REQUIREMENT = Could you retype, exactly as written, every line from the top of the records through the line that contains "Draw a box around"?

== DATA SUPPLIED ==

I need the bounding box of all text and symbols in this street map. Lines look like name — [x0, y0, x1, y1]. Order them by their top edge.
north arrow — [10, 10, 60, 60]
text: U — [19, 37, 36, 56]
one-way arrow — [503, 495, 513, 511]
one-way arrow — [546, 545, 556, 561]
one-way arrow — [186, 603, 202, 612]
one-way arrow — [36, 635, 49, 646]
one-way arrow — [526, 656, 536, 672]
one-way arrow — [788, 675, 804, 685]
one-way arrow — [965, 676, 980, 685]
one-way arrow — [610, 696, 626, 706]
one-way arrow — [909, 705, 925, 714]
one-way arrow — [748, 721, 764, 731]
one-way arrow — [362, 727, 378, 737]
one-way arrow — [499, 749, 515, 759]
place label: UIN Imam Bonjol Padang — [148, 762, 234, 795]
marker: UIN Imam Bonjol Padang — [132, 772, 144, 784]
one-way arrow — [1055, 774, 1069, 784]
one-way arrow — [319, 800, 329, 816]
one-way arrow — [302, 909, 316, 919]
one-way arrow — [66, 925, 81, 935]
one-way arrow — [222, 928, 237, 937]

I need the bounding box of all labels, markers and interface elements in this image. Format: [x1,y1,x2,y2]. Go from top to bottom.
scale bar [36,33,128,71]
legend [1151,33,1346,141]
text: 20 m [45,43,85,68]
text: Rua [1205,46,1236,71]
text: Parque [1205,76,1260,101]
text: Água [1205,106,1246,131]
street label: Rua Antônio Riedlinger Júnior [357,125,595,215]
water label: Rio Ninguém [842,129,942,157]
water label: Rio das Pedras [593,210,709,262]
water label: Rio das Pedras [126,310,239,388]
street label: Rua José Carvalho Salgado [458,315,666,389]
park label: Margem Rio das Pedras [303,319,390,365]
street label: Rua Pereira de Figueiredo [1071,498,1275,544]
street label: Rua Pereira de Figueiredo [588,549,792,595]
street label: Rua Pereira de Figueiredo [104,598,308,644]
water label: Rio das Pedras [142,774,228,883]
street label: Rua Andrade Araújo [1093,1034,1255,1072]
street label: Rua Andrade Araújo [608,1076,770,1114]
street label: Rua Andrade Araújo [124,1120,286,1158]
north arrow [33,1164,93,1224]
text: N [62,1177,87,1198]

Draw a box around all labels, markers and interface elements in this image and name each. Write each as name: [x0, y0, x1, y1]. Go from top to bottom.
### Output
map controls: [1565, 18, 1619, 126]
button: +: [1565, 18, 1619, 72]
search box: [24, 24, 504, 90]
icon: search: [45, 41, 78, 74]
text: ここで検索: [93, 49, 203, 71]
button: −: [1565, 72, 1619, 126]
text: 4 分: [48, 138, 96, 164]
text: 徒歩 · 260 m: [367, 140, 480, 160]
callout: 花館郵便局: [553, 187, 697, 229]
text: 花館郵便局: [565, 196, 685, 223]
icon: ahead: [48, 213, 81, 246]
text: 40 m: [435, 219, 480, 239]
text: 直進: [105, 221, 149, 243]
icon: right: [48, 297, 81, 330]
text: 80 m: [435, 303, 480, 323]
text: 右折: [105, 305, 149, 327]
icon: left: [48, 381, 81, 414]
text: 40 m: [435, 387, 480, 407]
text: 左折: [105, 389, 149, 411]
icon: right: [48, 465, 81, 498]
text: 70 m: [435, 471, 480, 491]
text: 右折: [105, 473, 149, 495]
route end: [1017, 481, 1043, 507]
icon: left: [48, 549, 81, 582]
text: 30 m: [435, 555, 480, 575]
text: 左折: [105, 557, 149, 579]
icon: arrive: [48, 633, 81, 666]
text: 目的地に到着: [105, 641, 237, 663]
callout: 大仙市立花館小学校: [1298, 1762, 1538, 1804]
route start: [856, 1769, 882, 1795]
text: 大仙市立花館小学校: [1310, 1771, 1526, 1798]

===

RESPONSE =
I need the bounding box of all text and symbols in this street map. Lines look like name — [x0, y0, x1, y1]. Order them by their top edge.
north arrow — [10, 10, 60, 60]
text: U — [19, 37, 36, 56]
one-way arrow — [503, 495, 513, 511]
one-way arrow — [546, 545, 556, 561]
one-way arrow — [186, 603, 202, 612]
one-way arrow — [36, 635, 49, 646]
one-way arrow — [526, 656, 536, 672]
one-way arrow — [788, 675, 804, 685]
one-way arrow — [965, 676, 980, 685]
one-way arrow — [610, 696, 626, 706]
one-way arrow — [909, 705, 925, 714]
one-way arrow — [748, 721, 764, 731]
one-way arrow — [362, 727, 378, 737]
one-way arrow — [499, 749, 515, 759]
place label: UIN Imam Bonjol Padang — [148, 762, 234, 795]
marker: UIN Imam Bonjol Padang — [132, 772, 144, 784]
one-way arrow — [1055, 774, 1069, 784]
one-way arrow — [319, 800, 329, 816]
one-way arrow — [302, 909, 316, 919]
one-way arrow — [66, 925, 81, 935]
one-way arrow — [222, 928, 237, 937]

I need the bounding box of all labels, markers and interface elements in this image. Format: [x1,y1,x2,y2]. Go from top to bottom.
scale bar [36,33,128,71]
legend [1151,33,1346,141]
text: 20 m [45,43,85,68]
text: Rua [1205,46,1236,71]
text: Parque [1205,76,1260,101]
text: Água [1205,106,1246,131]
street label: Rua Antônio Riedlinger Júnior [357,125,595,215]
water label: Rio Ninguém [842,129,942,157]
water label: Rio das Pedras [593,210,709,262]
water label: Rio das Pedras [126,310,239,388]
street label: Rua José Carvalho Salgado [458,315,666,389]
park label: Margem Rio das Pedras [303,319,390,365]
street label: Rua Pereira de Figueiredo [1071,498,1275,544]
street label: Rua Pereira de Figueiredo [588,549,792,595]
street label: Rua Pereira de Figueiredo [104,598,308,644]
water label: Rio das Pedras [142,774,228,883]
street label: Rua Andrade Araújo [1093,1034,1255,1072]
street label: Rua Andrade Araújo [608,1076,770,1114]
street label: Rua Andrade Araújo [124,1120,286,1158]
north arrow [33,1164,93,1224]
text: N [62,1177,87,1198]

Draw a box around all labels, markers and interface elements in this image and name each. Write each as name: [x0, y0, x1, y1]. Go from top to bottom.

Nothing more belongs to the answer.